§ **EXERCISE DESCRIPTION**: Once the images are removed, repeat all of the entries exactly.

§ **RECORDS SHOWN**:
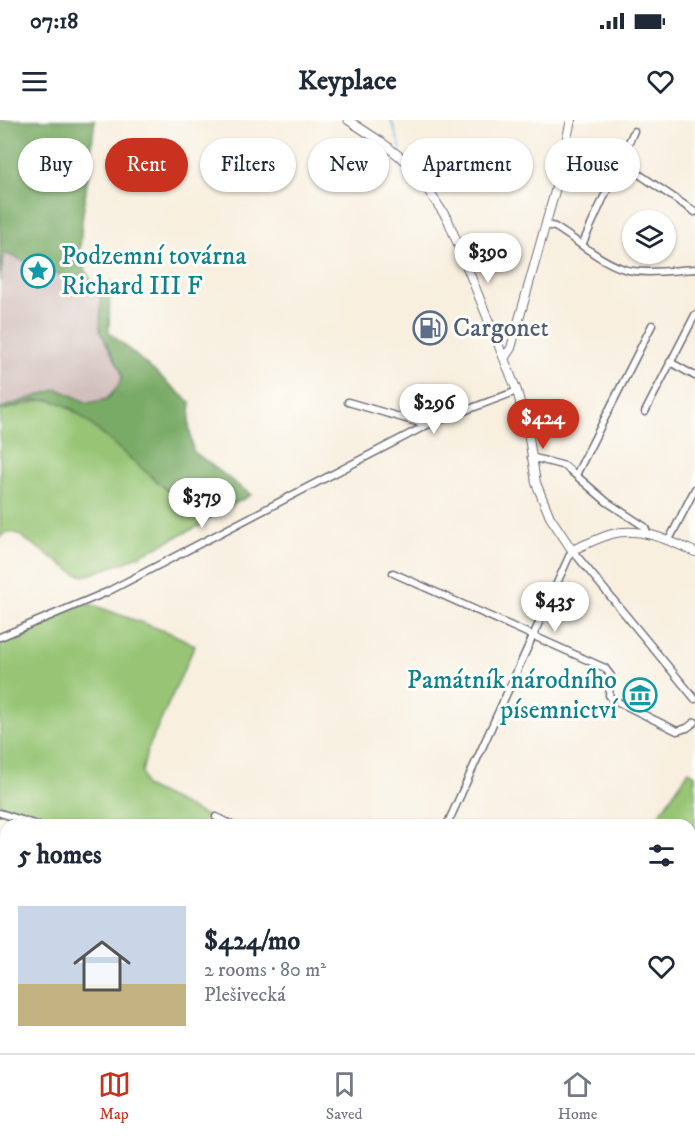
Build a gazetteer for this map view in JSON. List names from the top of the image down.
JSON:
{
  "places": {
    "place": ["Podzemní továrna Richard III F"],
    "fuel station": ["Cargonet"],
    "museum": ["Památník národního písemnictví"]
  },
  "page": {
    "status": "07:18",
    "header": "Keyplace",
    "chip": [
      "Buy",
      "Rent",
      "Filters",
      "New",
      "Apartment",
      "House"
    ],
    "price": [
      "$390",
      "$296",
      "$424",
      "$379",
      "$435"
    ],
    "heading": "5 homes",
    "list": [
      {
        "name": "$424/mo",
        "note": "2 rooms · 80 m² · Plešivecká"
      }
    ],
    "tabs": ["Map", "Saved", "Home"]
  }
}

§ **ANSWER SECTION**:
Build a gazetteer for this map view in JSON. List names from the top of the image down.
JSON:
{
  "places": {
    "place": ["Podzemní továrna Richard III F"],
    "fuel station": ["Cargonet"],
    "museum": ["Památník národního písemnictví"]
  },
  "page": {
    "status": "07:18",
    "header": "Keyplace",
    "chip": [
      "Buy",
      "Rent",
      "Filters",
      "New",
      "Apartment",
      "House"
    ],
    "price": [
      "$390",
      "$296",
      "$424",
      "$379",
      "$435"
    ],
    "heading": "5 homes",
    "list": [
      {
        "name": "$424/mo",
        "note": "2 rooms · 80 m² · Plešivecká"
      }
    ],
    "tabs": ["Map", "Saved", "Home"]
  }
}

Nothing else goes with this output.